What is needed.
In the records below, find every line that contains "object" and list it.

─── Provided entries

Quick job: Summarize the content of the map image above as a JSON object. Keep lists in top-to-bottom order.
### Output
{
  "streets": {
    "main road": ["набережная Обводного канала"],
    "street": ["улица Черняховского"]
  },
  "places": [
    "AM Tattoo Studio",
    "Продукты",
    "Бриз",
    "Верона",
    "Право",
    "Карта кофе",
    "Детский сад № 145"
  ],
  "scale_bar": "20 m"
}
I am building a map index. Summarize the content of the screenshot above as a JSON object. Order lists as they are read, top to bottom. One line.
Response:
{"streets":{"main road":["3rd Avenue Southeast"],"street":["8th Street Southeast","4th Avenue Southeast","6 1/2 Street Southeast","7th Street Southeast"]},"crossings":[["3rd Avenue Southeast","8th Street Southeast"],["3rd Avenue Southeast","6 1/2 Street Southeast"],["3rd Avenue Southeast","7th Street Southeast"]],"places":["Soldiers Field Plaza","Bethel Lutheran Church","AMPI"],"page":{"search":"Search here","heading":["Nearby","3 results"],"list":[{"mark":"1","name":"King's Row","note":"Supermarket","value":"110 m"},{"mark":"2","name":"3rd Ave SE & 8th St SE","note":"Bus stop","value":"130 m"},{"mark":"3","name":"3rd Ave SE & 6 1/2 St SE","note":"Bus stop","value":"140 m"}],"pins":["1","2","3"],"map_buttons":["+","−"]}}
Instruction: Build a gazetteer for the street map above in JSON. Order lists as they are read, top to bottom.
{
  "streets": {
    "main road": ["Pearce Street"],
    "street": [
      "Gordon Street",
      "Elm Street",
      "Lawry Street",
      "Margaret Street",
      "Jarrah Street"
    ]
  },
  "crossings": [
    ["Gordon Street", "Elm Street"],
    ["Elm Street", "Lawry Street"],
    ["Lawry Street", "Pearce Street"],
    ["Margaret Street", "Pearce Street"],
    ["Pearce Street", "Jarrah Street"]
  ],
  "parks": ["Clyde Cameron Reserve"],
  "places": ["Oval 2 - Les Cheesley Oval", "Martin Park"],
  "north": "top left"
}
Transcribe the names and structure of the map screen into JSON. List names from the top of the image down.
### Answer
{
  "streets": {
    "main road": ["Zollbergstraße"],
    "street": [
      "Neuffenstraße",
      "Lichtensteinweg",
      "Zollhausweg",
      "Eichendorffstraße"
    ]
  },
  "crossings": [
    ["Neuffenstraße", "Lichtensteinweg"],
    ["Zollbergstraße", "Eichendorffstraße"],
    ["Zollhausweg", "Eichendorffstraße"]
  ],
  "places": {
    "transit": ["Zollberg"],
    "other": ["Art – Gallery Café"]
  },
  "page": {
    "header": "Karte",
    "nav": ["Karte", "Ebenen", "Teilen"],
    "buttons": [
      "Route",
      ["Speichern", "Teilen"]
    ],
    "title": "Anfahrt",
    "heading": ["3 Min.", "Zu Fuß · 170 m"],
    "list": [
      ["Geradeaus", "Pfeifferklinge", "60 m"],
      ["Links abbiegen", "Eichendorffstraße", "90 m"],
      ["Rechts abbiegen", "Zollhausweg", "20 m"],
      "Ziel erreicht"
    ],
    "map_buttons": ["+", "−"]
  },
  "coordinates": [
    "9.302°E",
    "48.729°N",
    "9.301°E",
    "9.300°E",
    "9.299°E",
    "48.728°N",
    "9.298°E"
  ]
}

──────

Reply to the exercise.
Quick job: Summarize the content of the map image above as a JSON object. Keep lists in top-to-bottom order.
I am building a map index. Summarize the content of the screenshot above as a JSON object. Order lists as they are read, top to bottom. One line.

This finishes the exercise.